I have a single node Kubernetes cluster which shows 10Gi, 3 CPU as available(of total 16 Gi, 4CPU) for running the pods post the cluster startup. I am trying two different scenarios then:
Scenario-1.
Running 3 pods individually with configs(Request,Limit) as:
Pod-A: (1 Gi,3.3Gi) and (1 cpu,1 cpu)
Pod-B: (1 Gi,3.3Gi) and (1 cpu,1 cpu)
Pod-C: (1 Gi,3.3Gi) and (1 cpu,1 cpu)
In this scenario, apps get perfectly up in there corresponding pods and works fine as expected.
Scenario-2.
Running 3 pods individually with configs(Request,Limit) as:
Pod-A: (1 Gi,10 Gi) and (1 cpu,3 cpu)
Pod-B: (1 Gi,10 Gi) and (1 cpu,3 cpu)
Pod-C: (1 Gi,10 Gi) and (1 cpu,3 cpu)
In the second scenario, apps get up in there corresponding pods and but fails randomly after some load is put over any of these pods i.e. sometime Pod-A gets down, at times Pod-2 or Pod-3. At any point of time I am not able to run all the three pods together.
The only event I can see in the failed pod is as below
"The warning which is available in node logs says "Warning CheckLimitsForResolvConf 1m (x32 over 15m) kubelet, xxx.net Resolv.conf file '/etc/resolv.conf' contains search line consisting of more than 3 domains
!.".
Having only this information in logs, I am not able to figure out the actual reason for random failure of Pods.
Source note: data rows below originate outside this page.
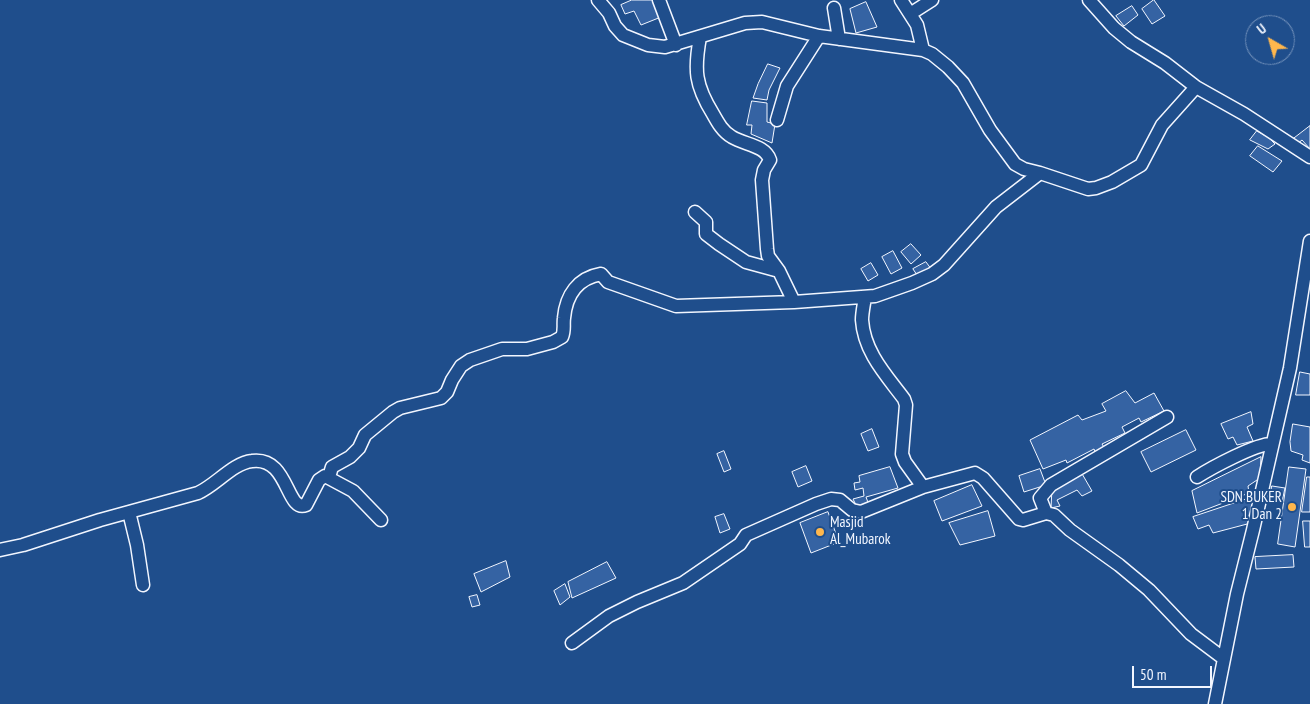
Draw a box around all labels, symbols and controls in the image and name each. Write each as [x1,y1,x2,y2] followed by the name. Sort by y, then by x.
[1245,15,1295,65] north arrow
[1253,20,1270,38] text: U
[1221,489,1282,524] place label: SDN BUKER 1 Dan 2
[1286,501,1298,513] marker: SDN BUKER 1 Dan 2
[830,514,891,549] place label: Masjid Al_Mubarok
[814,526,826,538] marker: Masjid Al_Mubarok
[1135,656,1215,688] scale bar
[1140,665,1166,684] text: 50 m

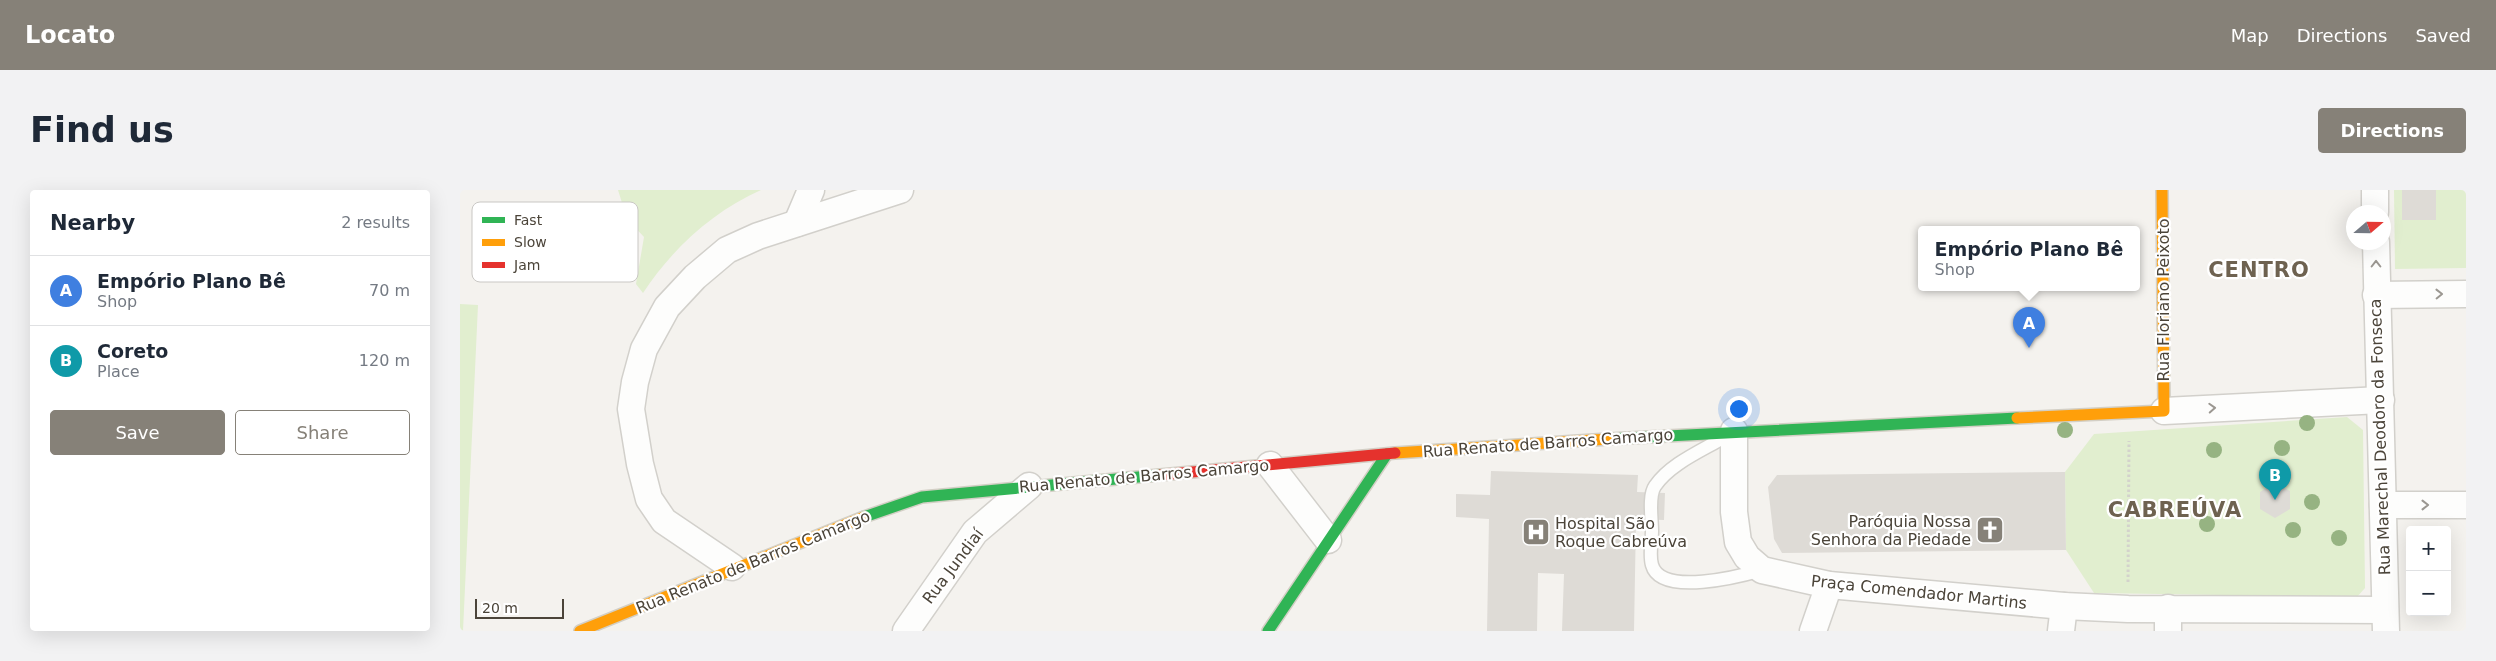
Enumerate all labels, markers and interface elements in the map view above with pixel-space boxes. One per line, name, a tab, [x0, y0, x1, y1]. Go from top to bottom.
text: Locato	[25, 21, 115, 49]
text: Map	[2231, 25, 2269, 46]
text: Directions	[2297, 25, 2387, 46]
text: Saved	[2415, 25, 2471, 46]
button: Directions	[2318, 108, 2466, 153]
text: Find us	[30, 110, 174, 150]
legend	[472, 202, 638, 282]
north arrow	[2346, 205, 2391, 250]
text: Nearby	[50, 211, 135, 235]
text: Fast	[514, 212, 543, 228]
text: 2 results	[341, 213, 410, 232]
street label: Rua Floriano Peixoto	[2154, 219, 2173, 381]
popup	[1918, 226, 2140, 291]
text: Slow	[514, 234, 547, 250]
text: Empório Plano Bê	[1935, 238, 2123, 260]
text: Jam	[513, 257, 540, 273]
district label: CENTRO	[2208, 258, 2310, 282]
text: Shop	[1935, 260, 1975, 279]
one-way arrow	[2371, 260, 2381, 268]
text: Empório Plano Bê	[97, 270, 286, 292]
text: A	[60, 281, 72, 300]
text: 70 m	[369, 281, 410, 300]
one-way arrow	[2435, 289, 2443, 300]
text: Shop	[97, 292, 137, 311]
street label: Rua Marechal Deodoro da Fonseca	[2366, 298, 2394, 576]
pin: A	[2013, 307, 2045, 348]
text: Coreto	[97, 340, 168, 362]
text: B	[60, 351, 72, 370]
text: 120 m	[359, 351, 410, 370]
text: Place	[97, 362, 140, 381]
your location	[1726, 396, 1752, 422]
one-way arrow	[2209, 403, 2217, 414]
button: Save	[50, 410, 225, 455]
button: Share	[235, 410, 410, 455]
street label: Rua Renato de Barros Camargo	[1422, 425, 1674, 461]
street label: Rua Renato de Barros Camargo	[1018, 456, 1270, 496]
pin: B	[2259, 459, 2291, 500]
district label: CABREÚVA	[2108, 497, 2242, 522]
one-way arrow	[2421, 500, 2429, 510]
street label: Rua Renato de Barros Camargo	[633, 506, 873, 618]
place label: Paróquia Nossa Senhora da Piedade	[1811, 512, 1971, 549]
place label: Hospital São Roque Cabreúva	[1555, 514, 1687, 551]
church icon: Paróquia Nossa Senhora da Piedade	[1975, 515, 2005, 545]
hospital icon: Hospital São Roque Cabreúva	[1521, 517, 1551, 547]
street label: Rua Jundiaí	[919, 524, 988, 607]
map controls	[2406, 526, 2451, 616]
button: +	[2406, 526, 2451, 571]
street label: Praça Comendador Martins	[1810, 571, 2028, 613]
button: −	[2406, 571, 2451, 616]
scale bar	[475, 596, 564, 619]
text: 20 m	[482, 600, 518, 616]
Can anyone help me understand if there is anything wrong with the configs or is there something else I am missing?
Thanks
When you create a Pod, the Kubernetes scheduler selects a node for the Pod to run on. Each node has a maximum capacity for each of the resource types: the amount of CPU and memory it can provide for Pods. The scheduler ensures that, for each resource type, the sum of the resource requests of the scheduled Containers is less than the capacity of the node.
Note Although actual memory or CPU resource usage on nodes is very low, the scheduler still refuses to place a Pod on a node if the capacity check fails. This protects against a resource shortage on a node when resource usage later increases, for example, during a daily peak in request rate.
So after scheduling If a Container exceeds its memory request, it is likely that its Pod will be evicted whenever the node runs out of memory
Refer Default Hard Eviction Threshold values.
The kubelet has the following default hard eviction threshold:
memory.available<100Mi
nodefs.available<10%
nodefs.inodesFree<5%
imagefs.available<15%
You should track your Node Conditions when load is running.
kubelet maps one or more eviction signals to a corresponding node condition.
If a hard eviction threshold has been met, or a soft eviction threshold has been met independent of its associated grace period, the kubelet reports a condition that reflects the node is under pressure i.e MemoryPressure
or DiskPressure